Rebranded as Google Fi, service will now work with most iPhone and Android devices

Prone to distraction and sudden abandonment of its dalliances into the telecom marketplace, Google is actually pushing more chips into its MVNO-based mobile service.

This week, it announced a new name for the erstwhile Project Fi, now calling it “Google Fi.” The service will now work with many more devices to, with most iPhones and Androids compatible with the service.

This is, of course, unwelcome news to the top three U.S. cable companies. Comcast and Charter Communications have, in partnership, launched mobile services that combine the strengths of their respective public WiFi networks with a mobile virtual network operator agreement with Verizon. (Such an MVNO deal allows the cable companies to lease access to Verizon’s wireless LTE network.)
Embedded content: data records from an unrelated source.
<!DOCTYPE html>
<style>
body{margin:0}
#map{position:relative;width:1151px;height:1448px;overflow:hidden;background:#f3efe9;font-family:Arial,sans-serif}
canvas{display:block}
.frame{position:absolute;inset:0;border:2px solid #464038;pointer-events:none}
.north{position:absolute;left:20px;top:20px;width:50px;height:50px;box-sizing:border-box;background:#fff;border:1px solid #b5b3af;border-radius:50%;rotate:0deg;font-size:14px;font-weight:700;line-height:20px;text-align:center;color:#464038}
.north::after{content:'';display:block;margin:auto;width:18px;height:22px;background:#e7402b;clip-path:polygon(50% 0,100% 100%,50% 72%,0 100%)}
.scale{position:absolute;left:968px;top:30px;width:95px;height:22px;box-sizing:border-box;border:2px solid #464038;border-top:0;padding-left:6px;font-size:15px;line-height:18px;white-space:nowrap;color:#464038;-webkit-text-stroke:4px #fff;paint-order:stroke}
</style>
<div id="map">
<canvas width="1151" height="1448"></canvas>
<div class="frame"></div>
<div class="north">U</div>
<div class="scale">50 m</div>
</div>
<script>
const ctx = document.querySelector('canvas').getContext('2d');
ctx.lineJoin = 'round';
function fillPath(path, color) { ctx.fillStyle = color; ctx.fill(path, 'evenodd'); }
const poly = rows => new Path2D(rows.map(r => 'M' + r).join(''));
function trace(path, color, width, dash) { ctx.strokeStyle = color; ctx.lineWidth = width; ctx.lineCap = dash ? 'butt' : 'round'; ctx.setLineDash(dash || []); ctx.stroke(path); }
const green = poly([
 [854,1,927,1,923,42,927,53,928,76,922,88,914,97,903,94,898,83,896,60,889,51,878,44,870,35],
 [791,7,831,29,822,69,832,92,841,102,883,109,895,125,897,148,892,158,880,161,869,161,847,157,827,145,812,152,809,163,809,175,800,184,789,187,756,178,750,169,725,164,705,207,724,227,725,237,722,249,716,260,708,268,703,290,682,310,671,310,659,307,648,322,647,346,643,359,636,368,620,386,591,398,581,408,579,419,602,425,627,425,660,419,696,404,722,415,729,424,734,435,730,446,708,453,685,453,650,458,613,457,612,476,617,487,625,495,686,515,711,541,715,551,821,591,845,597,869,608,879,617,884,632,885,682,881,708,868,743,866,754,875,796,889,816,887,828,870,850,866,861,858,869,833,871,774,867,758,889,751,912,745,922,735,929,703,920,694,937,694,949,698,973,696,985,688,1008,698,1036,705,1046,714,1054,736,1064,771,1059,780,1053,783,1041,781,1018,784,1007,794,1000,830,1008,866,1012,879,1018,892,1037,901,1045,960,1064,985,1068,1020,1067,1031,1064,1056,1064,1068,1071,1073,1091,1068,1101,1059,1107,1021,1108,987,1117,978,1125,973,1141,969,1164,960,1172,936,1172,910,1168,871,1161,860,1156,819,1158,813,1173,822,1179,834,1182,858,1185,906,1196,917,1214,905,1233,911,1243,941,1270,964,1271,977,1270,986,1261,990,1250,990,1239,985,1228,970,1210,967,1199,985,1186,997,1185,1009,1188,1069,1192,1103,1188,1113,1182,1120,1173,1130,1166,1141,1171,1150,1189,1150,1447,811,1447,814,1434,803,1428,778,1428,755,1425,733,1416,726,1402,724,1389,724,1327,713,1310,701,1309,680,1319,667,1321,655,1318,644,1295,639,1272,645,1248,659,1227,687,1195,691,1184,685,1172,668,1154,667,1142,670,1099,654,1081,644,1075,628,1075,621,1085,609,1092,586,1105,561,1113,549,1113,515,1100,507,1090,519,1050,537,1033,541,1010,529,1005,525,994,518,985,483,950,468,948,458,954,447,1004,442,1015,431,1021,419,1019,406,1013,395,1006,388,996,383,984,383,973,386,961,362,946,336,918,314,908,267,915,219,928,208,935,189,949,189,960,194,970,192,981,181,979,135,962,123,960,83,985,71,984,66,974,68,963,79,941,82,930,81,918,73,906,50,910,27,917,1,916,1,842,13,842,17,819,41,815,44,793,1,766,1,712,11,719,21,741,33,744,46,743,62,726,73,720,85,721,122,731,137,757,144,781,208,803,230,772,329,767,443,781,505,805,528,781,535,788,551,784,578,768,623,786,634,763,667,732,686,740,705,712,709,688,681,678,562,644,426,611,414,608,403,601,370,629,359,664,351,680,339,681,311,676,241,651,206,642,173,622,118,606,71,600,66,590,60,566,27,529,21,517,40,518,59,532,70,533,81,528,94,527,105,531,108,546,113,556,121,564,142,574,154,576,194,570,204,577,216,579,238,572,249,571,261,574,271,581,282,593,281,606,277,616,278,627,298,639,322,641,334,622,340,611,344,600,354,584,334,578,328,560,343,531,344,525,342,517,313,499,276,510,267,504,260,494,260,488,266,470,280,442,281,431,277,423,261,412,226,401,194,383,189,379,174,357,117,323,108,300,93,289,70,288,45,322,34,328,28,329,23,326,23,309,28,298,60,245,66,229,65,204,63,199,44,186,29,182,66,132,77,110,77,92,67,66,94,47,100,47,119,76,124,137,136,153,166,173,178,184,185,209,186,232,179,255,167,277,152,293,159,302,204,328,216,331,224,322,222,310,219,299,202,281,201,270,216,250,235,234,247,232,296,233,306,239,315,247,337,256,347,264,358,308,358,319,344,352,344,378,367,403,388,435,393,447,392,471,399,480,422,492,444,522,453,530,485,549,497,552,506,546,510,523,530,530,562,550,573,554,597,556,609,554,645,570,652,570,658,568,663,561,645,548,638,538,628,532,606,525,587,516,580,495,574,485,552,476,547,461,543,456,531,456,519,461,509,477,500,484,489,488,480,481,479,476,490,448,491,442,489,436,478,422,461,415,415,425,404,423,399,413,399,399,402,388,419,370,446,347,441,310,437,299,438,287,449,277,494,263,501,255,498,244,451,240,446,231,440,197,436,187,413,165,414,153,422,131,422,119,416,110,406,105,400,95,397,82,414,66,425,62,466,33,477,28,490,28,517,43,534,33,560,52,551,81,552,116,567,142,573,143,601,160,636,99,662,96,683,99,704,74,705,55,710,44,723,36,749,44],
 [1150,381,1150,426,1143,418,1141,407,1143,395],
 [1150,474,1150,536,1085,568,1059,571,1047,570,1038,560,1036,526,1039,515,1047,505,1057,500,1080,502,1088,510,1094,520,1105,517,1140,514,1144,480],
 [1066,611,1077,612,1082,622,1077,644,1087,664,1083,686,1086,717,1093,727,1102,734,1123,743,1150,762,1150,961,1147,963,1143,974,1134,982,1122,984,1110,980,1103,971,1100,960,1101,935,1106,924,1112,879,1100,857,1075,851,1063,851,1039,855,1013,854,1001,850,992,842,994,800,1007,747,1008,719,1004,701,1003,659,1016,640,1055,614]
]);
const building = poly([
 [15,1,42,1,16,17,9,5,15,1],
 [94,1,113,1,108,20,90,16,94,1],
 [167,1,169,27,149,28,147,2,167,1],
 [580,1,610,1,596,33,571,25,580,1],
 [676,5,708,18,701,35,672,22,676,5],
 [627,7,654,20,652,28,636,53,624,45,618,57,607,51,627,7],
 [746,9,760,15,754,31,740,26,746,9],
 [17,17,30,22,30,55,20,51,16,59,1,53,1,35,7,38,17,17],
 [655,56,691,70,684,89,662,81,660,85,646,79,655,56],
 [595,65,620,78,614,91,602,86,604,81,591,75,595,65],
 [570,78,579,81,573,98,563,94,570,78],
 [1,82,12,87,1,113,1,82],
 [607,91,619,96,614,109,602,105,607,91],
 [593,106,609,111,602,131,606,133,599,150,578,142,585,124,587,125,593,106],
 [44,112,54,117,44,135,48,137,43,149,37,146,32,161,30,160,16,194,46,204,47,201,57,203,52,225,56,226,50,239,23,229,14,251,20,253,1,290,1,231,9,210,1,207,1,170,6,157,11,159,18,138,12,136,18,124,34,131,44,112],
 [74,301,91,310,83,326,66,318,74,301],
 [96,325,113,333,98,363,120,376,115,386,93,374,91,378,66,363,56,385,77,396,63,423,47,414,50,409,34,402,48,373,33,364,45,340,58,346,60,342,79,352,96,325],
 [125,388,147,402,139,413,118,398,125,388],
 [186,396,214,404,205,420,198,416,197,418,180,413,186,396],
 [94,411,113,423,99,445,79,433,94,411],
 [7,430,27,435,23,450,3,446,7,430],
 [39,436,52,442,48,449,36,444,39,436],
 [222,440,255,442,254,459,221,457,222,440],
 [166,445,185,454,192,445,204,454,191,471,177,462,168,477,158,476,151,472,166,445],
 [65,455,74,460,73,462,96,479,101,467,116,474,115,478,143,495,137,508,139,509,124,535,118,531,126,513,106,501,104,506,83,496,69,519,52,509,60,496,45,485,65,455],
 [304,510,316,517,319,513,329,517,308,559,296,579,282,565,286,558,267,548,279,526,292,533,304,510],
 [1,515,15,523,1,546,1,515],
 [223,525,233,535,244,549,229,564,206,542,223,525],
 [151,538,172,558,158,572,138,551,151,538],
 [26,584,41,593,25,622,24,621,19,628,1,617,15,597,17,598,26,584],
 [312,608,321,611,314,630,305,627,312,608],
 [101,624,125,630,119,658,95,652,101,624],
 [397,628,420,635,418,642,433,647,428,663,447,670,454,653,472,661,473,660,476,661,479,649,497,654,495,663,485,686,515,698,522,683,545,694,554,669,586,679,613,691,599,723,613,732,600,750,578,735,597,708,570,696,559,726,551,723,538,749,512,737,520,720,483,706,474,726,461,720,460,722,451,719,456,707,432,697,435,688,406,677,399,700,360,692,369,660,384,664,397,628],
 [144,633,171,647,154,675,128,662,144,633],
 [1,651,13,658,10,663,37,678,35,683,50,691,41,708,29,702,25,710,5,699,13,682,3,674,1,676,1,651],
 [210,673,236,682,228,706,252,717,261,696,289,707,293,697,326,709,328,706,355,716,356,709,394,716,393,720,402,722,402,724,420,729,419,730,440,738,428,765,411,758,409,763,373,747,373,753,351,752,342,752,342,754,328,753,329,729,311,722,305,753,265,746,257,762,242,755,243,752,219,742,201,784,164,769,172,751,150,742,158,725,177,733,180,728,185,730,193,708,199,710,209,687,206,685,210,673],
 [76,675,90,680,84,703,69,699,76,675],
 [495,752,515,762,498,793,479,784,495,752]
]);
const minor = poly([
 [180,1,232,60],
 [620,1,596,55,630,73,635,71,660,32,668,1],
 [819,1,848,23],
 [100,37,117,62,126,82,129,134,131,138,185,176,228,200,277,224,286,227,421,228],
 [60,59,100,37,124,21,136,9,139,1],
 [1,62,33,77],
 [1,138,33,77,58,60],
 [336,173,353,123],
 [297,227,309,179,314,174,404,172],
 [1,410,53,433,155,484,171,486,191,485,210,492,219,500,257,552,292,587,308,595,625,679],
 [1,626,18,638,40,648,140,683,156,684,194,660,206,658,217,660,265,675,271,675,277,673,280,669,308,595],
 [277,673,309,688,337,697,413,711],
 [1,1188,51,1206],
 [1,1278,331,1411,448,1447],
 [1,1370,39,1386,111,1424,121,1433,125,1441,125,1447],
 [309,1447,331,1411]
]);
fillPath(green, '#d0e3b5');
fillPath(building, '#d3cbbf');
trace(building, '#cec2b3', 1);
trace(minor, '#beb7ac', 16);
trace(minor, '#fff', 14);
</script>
Altice USA, meanwhile, will launch a mobile service next year based on an MVNO agreement with Sprint.

As for Google Fi, it launched three years ago, offering customers MVNO access to either T-Mobile or Sprint. It later added regional wireless network operator U.S. Cellular to the choices.

The multiple options have been a selling point, with the undisclosed number of Google Fi customers able to choose the network that works best for them, depending on where they were located at any given time.

Users, however, were limited in terms of phone choices, with only models like the Pixel 3, the Moto G6 and the LG V35 including the chips needed to toggle between the multiple LTE networks.

With the new BYOD expansion, iPhone and Android-equipped Google Fi users will largely be confined to T-Mobile’s network, given their phones inability to toggle between MVNO providers.

Google’s sudden doubling down on its MVNO service somewhat surprised the tech press, which has seen the Silicon Valley giant in recent years abandon such telecom-centric efforts as wireline broadband play Google Fiber.

However, there are still plenty of reasons why Google Fi competes well with Xfinity Mobile and Spectrum Mobile.

Start with price. Users can pay $20 a month for one line that includes unlimited talk and text, and $10 a month for every 1 GB of data use, up to a maximum of $60 a month. For those who can confine their data use to WiFi, that’s a $30 a month wireless plan. And $80 a month will provide unlimited talk, text and data usage.

And there are other perks. For example, users who have a secondary device like a tablet can enable data usage for that device, with no extra line charge, simply by adding a SIM card.